What the Research Says About Benefits
Pilates has one of the strongest evidence bases of any exercise method for chronic low back pain. A network meta-analysis published in the Journal of Orthopaedic & Sports Physical Therapy compared multiple exercise types and found that Pilates had the highest probability of reducing both pain (93% likelihood of being the best option) and disability (98% likelihood). It outperformed aerobic exercise, stretching, and combined exercise programs. The most beneficial protocols involved one to two sessions per week, with programs lasting three to nine weeks showing significant improvements.
Beyond back pain, Pilates improves posture by strengthening the muscles responsible for holding your spine in alignment. It builds functional strength, meaning strength you actually use in daily life: bending, reaching, carrying, climbing stairs. It increases flexibility without the passive stretching that some people find uncomfortable, because you’re always actively controlling the movement. And because every exercise requires concentration and coordination, it trains body awareness in a way that carries over into how you move outside the studio.
How Pilates Differs From Yoga
People often lump Pilates and yoga together, but they serve different purposes. Pilates is fundamentally a physical conditioning method focused on core strength, spinal alignment, and movement rehabilitation. Yoga has a broader scope that includes a spiritual and meditative dimension, with strength and flexibility developed partly as preparation for meditation and breath work.
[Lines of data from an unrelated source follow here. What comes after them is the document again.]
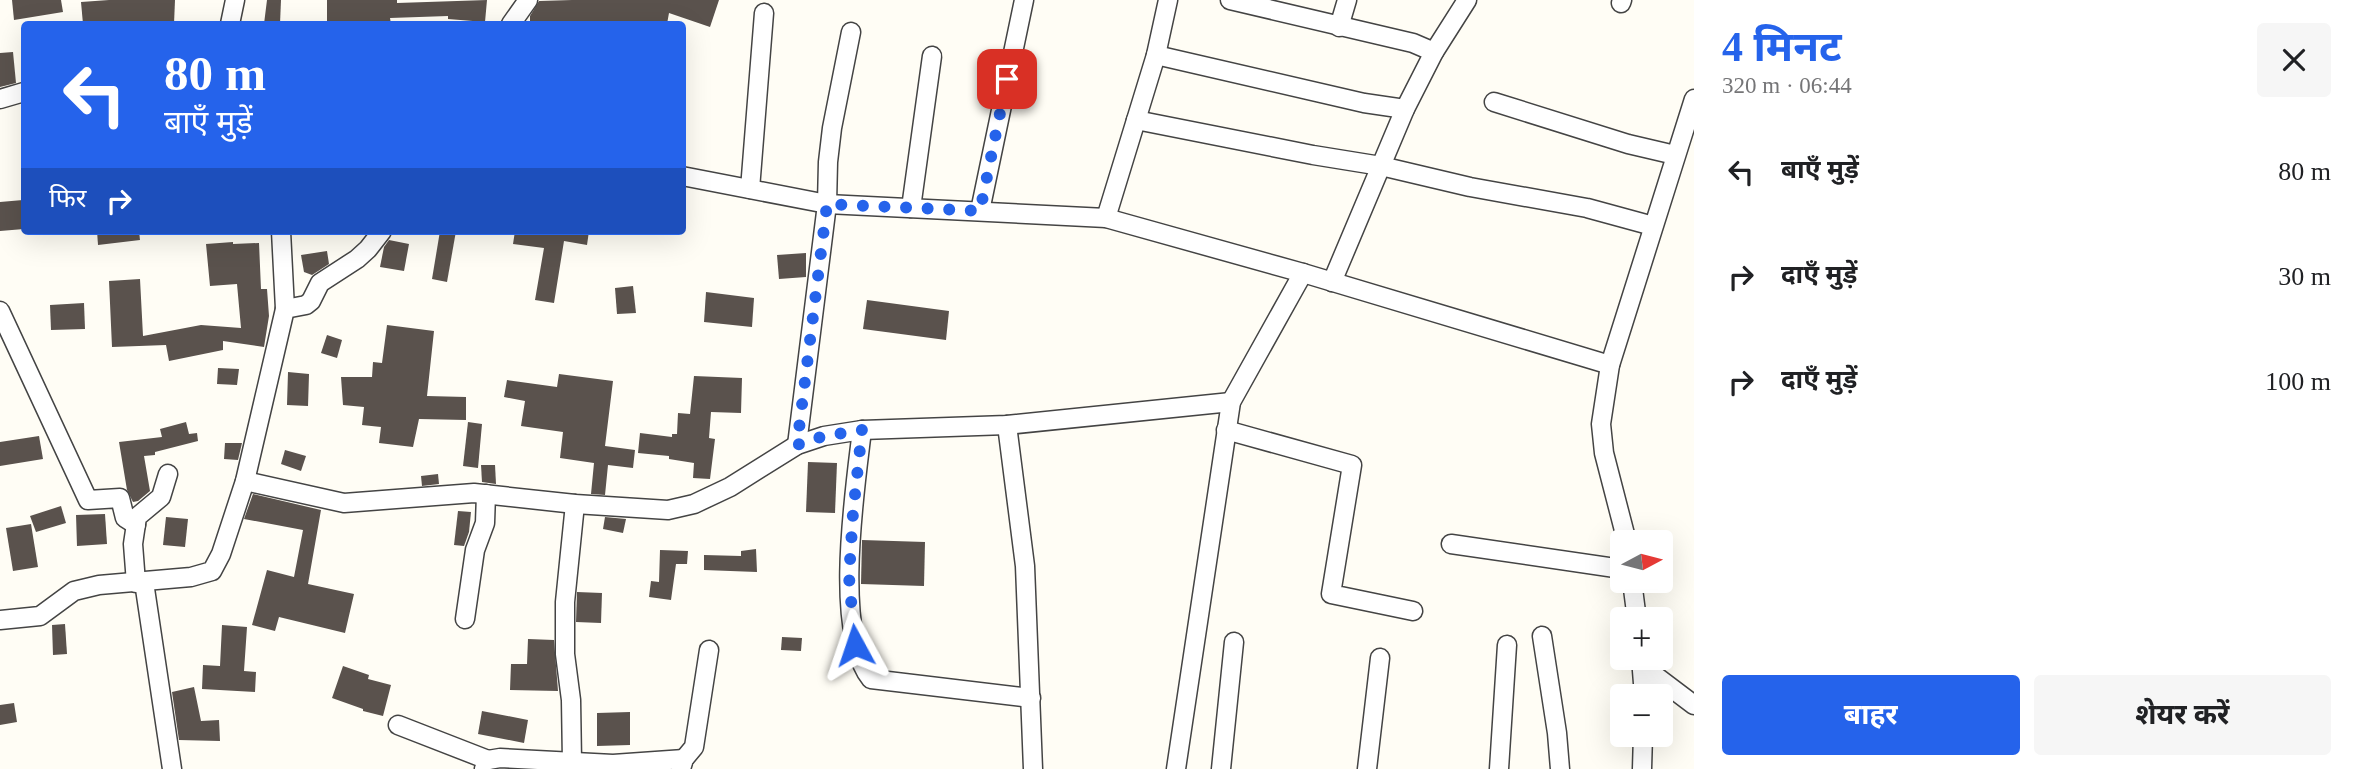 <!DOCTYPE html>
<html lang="hi">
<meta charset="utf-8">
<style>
:root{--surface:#fff;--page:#f6f6f6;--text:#202124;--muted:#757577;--accent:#2563eb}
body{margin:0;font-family:"Times New Roman","Noto Sans Devanagari",serif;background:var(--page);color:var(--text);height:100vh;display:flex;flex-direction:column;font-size:26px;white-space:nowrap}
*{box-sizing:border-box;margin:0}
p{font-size:23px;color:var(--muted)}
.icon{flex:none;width:38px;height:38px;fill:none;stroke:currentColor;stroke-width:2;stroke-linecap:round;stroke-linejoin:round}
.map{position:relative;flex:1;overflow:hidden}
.panel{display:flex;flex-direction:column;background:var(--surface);width:665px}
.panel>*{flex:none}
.banner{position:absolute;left:21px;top:21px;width:665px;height:214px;border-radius:7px;box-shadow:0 7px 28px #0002;background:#2563eb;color:#fff;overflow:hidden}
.needle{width:46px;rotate:83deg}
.controls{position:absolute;left:1610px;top:530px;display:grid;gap:14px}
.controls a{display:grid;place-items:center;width:63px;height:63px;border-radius:7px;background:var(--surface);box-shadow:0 7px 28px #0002;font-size:35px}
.pin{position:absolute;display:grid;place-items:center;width:60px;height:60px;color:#fff;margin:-30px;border-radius:14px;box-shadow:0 4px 10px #0006}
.me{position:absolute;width:77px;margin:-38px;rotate:355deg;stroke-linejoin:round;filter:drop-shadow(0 0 5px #0008)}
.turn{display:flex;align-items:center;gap:24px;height:147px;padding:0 28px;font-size:32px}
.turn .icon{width:91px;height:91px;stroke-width:2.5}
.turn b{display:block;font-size:49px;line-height:60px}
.then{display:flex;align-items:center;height:66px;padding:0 28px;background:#0003;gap:14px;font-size:26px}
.round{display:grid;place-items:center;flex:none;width:74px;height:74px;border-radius:7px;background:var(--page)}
.summary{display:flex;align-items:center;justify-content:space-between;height:119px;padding:0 28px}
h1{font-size:42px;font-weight:700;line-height:52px;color:var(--accent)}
.primary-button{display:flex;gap:14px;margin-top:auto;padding:14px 28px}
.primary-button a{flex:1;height:80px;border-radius:7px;background:var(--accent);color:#fff;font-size:28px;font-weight:700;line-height:80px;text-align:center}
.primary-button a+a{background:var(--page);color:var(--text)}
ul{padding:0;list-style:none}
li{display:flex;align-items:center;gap:21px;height:105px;padding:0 28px}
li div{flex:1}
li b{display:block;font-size:26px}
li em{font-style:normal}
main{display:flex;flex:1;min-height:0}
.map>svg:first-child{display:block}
.building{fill:#5a524d}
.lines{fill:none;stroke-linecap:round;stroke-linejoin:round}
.minor-casing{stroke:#444;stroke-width:21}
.minor{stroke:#fff;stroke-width:18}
.route{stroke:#2563eb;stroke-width:12;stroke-dasharray:0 21.6}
</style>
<main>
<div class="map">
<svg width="1694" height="769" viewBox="0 0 1694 769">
<rect width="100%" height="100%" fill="#fffdf5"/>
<g class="building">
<path d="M12 0H61L63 12 14 20Z"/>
<path d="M109 0H175L174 24H83L81 2Z"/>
<path d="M267 0H281L280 24H264Z"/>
<path d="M327 0H397V3L487 0 485 22 448 19V16L390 18 391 24H327Z"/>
<path d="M572 0H719L710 27 669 13 667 24H530V16L539 1Z"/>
<path d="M13 52 16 83 0 87V53Z"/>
<path d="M23 200 24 229 0 231V202Z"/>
<path d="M97 231H139L140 240 98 245Z"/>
<path d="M440 231H456L447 282 432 279Z"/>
<path d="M515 231H589L587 245 564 241 554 303 535 300 544 248 513 244Z"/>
<path d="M389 240 409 244 404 271 380 267 384 247Z"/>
<path d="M233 242V244L259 243 261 289H267L269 316 264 347 223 341V350L169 361 166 345 112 347 109 281 140 279 143 336 201 325 241 328 237 284 210 286 206 244Z"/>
<path d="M327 251 329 264 312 275 304 272 301 255Z"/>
<path d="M806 253V277L779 279 777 255Z"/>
<path d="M633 286 636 313 617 314 615 288Z"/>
<path d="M706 292 754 298 752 327 704 322Z"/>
<path d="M867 300 949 311 946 340 863 329Z"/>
<path d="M84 303 85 329 51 330 50 305Z"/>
<path d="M387 325 434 331 427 396 466 397V420L419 419 413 447 379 443 381 427 362 425 364 407 343 405 341 377H372L373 362 382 363Z"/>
<path d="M327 335 342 340 337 358 321 353Z"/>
<path d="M218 368 239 369 237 385 217 384Z"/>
<path d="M288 372 309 374 308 406 287 405Z"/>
<path d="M559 374 613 381 605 446 635 450 633 468 608 465 605 495 591 494 594 463 560 458 563 432 521 426 525 401 504 397 507 380 557 387Z"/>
<path d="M694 376 742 378 741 413 711 412 709 438 715 439 710 479 693 478 694 463 669 459V456L638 453 640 433 672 437V434H677L678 413 690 414Z"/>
<path d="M186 422 189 434 197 433 198 441 155 452V455L144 456 150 491 138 501 133 502 127 490 119 442 162 437 160 429Z"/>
<path d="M468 422 482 424 478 468 463 466Z"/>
<path d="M39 436 43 459 0 466V442Z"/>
<path d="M225 443H242L238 460 224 459Z"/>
<path d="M285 450 306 456 301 471 281 464Z"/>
<path d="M808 462 837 463 835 513 806 512Z"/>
<path d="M481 465H495L496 484 482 482Z"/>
<path d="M438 474 439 484 422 486 421 476Z"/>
<path d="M253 494 321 510 308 584 354 594 345 633 279 617 275 631 252 625 267 570 294 577 303 530 244 519Z"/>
<path d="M61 506 66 523 36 532 30 516Z"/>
<path d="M458 511 471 512 469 532 464 546 454 545Z"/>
<path d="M105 514 107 544 77 546 76 515Z"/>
<path d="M166 517 188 519 185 547 163 545Z"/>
<path d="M605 517 626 519 623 533 603 529Z"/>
<path d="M31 524 38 567 13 571 6 528Z"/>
<path d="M862 540 925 542 924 586 861 584Z"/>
<path d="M756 549 757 572 704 570V555L741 556V551Z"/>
<path d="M660 550 688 551 687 564H676L671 600 649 597 651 581 659 582Z"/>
<path d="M577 592 602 593 601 623 576 622Z"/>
<path d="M65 624 67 654 53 655 52 625Z"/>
<path d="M222 625 247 627 244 671 256 672 255 692 202 689 203 665 220 666Z"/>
<path d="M782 637 802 638 801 651 781 650Z"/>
<path d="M528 639 554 640 558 691 510 690 511 664H527Z"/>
<path d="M343 666 369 675 368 679 391 685 383 716 363 711V709L332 698Z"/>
<path d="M194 687 201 721 219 720 220 741 179 740 172 692Z"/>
<path d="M14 703 17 722 0 725V705Z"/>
<path d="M482 711 528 720 524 743 478 734Z"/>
<path d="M630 712V745L597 746V713Z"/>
</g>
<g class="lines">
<defs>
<g id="minor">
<path d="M1230 0 1413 43 1434 52"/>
<path d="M1621 3 1622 0"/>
<path d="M230 24 235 0"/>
<path d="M511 24 528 0"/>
<path d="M1339 27 1347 0"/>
<path d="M1156 55 1364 103 1405 109"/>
<path d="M0 99 24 92"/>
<path d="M1494 102 1628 144 1675 155"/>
<path d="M1136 120 1313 155 1381 166 1470 187 1587 208 1653 226"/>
<path d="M682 176 827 204 1106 218 1303 273 1610 365"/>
<path d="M750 189 764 13"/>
<path d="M911 208 932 56"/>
<path d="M980 211 1024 0"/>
<path d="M1106 218 1156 55 1168 0"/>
<path d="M281 231 285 309"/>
<path d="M1332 282 1405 109 1434 52 1467 0"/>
<path d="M0 311 88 500 120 498 125 518 136 525"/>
<path d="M1007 425 1025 566 1033 769"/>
<path d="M862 430C855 489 833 633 871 679L1031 698"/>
<path d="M1226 430 1352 465 1331 594 1413 611"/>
<path d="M797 445 827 204 828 162 832 128 851 32"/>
<path d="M245 481 344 503 474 493 575 504 668 510 694 504 730 487 797 445 824 436 862 430 1007 425 1231 402"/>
<path d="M1627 542 1604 453 1601 424 1610 365 1694 99"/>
<path d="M1451 544 1622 569"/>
<path d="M1632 581 1637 620"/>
<path d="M144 582 172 769"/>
<path d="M136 583 133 544 137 517 161 497 168 474"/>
<path d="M465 619 475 550 485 523 486 494"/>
<path d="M0 620 40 616 74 591 99 585 191 577 212 571 221 554 245 481 285 309 306 305 311 301 320 283 357 259 368 249 382 231"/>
<path d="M1542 636 1557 733 1560 769"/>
<path d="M1641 658 1644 696"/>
<path d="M1641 665 1694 705"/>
<path d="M398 725 488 760"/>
<path d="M572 762 571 700 565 654V602L575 504"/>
<path d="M484 769 488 760 500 758 613 764 684 759"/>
<path d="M681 769 684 759 694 747 709 650"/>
<path d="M1176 769 1231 402 1303 273"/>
<path d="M1221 769 1234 642"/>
<path d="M1367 769 1380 658"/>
<path d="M1499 769 1507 645"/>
<path d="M1642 769 1643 735"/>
</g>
</defs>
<use href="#minor" class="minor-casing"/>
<use href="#minor" class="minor"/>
</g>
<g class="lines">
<path class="route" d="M855 645 849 577 853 513 862 430 824 436 797 445 827 204 980 211 1007 79"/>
</g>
</svg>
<div class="controls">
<a><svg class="needle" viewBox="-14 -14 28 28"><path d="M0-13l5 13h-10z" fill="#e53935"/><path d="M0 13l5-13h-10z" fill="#757577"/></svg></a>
<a>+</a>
<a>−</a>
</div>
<div class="pin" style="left:1007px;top:79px;background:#d93025"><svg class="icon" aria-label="arrive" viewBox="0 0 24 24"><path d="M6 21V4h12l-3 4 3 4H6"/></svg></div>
<svg class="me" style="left:855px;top:645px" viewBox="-20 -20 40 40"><path d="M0-17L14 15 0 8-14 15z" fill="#2563eb" stroke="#fff" stroke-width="4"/></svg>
<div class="banner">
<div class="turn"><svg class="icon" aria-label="left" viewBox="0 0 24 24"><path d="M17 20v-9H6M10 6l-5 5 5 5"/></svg><div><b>80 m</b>बाएँ मुड़ें</div></div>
<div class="then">फिर<svg class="icon" aria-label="right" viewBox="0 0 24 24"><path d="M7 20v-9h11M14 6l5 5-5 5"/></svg></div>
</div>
</div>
<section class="panel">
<div class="summary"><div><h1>4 मिनट</h1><p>320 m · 06:44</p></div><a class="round"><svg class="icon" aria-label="close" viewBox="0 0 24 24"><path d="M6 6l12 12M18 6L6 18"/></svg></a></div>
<ul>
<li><svg class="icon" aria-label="left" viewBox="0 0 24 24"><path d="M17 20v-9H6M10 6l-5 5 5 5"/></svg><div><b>बाएँ मुड़ें</b></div><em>80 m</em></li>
<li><svg class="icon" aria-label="right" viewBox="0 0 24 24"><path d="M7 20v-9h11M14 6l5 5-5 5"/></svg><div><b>दाएँ मुड़ें</b></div><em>30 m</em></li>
<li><svg class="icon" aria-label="right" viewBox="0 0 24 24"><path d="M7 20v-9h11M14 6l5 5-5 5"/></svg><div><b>दाएँ मुड़ें</b></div><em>100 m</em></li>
</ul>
<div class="primary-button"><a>बाहर</a><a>शेयर करें</a></div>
</section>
</main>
In practice, Pilates classes revolve around a core set of exercises that progressively build on each other, with equipment added to increase challenge or ensure safe alignment. Yoga classes use props like blocks and straps mainly to make poses more accessible. Pilates breathing is coordinated with specific movements to activate the core, while yoga breathing practices (pranayama) are often stand-alone exercises with their own goals. The movement quality also differs: Pilates emphasizes small, controlled, repetitive movements, while styles like vinyasa yoga feature flowing transitions between larger poses.
What to Expect in Your First Class
A typical Pilates session lasts 45 to 60 minutes. In a mat class, you’ll spend most of your time lying on your back, side, or stomach, performing movements that look small but feel surprisingly intense. You’ll hear cues to “draw your navel toward your spine” or “engage your pelvic floor,” which are prompts to activate those deep core muscles. The pace is deliberate. Expect five to ten repetitions of each exercise rather than the high-rep counts of a typical gym workout.
In a reformer class, you’ll work on the sliding carriage in various positions, pushing and pulling against spring resistance. The instructor will adjust the springs to match your strength level. Soreness the next day typically shows up in muscles you didn’t know you had, particularly the deep abdominals and the small stabilizers around your hips and shoulders. Most people notice improved posture and reduced stiffness within the first few weeks, with meaningful strength gains building over two to three months of consistent practice.